Starting at the line that contains "Where are the", restate each line word for word through the final line of the data, keeping both ends.

[Saved entries]
********
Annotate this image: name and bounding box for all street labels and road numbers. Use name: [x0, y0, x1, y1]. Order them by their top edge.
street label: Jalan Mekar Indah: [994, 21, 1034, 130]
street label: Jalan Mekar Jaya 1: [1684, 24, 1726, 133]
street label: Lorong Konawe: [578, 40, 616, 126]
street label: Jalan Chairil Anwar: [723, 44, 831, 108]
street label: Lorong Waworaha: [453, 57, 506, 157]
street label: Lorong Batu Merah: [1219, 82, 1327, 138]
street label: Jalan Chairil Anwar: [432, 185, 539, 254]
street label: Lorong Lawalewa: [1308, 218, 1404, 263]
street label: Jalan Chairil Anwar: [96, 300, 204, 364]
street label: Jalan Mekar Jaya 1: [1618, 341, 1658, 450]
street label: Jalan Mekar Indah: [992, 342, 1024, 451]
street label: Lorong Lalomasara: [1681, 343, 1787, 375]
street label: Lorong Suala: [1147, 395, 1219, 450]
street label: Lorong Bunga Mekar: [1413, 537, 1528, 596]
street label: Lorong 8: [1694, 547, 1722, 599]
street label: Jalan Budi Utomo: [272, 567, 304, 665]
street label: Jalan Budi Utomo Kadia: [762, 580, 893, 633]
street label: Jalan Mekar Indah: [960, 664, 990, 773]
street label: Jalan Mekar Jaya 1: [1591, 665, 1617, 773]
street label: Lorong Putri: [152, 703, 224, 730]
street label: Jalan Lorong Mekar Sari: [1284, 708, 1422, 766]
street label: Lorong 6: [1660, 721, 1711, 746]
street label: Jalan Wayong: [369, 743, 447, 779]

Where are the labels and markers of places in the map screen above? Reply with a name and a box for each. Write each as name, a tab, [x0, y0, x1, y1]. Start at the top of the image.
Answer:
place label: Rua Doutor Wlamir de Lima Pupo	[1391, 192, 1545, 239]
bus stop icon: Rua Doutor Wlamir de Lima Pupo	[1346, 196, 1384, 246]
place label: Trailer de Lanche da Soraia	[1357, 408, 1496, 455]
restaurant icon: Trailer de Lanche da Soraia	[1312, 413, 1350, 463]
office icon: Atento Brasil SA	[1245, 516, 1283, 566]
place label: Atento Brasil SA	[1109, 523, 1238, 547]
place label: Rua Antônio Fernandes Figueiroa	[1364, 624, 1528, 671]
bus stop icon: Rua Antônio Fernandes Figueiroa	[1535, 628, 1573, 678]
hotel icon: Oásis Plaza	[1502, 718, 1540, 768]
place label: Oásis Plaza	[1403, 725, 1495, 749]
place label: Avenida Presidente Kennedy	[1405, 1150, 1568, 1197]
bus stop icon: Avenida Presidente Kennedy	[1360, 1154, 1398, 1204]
********
Response area:
Where are the labels and markers of places in the map screen above? Reply with a name and a box for each. Write each as name, a tab, [x0, y0, x1, y1]. Start at the top of the image.
Answer:
place label: Rua Doutor Wlamir de Lima Pupo	[1391, 192, 1545, 239]
bus stop icon: Rua Doutor Wlamir de Lima Pupo	[1346, 196, 1384, 246]
place label: Trailer de Lanche da Soraia	[1357, 408, 1496, 455]
restaurant icon: Trailer de Lanche da Soraia	[1312, 413, 1350, 463]
office icon: Atento Brasil SA	[1245, 516, 1283, 566]
place label: Atento Brasil SA	[1109, 523, 1238, 547]
place label: Rua Antônio Fernandes Figueiroa	[1364, 624, 1528, 671]
bus stop icon: Rua Antônio Fernandes Figueiroa	[1535, 628, 1573, 678]
hotel icon: Oásis Plaza	[1502, 718, 1540, 768]
place label: Oásis Plaza	[1403, 725, 1495, 749]
place label: Avenida Presidente Kennedy	[1405, 1150, 1568, 1197]
bus stop icon: Avenida Presidente Kennedy	[1360, 1154, 1398, 1204]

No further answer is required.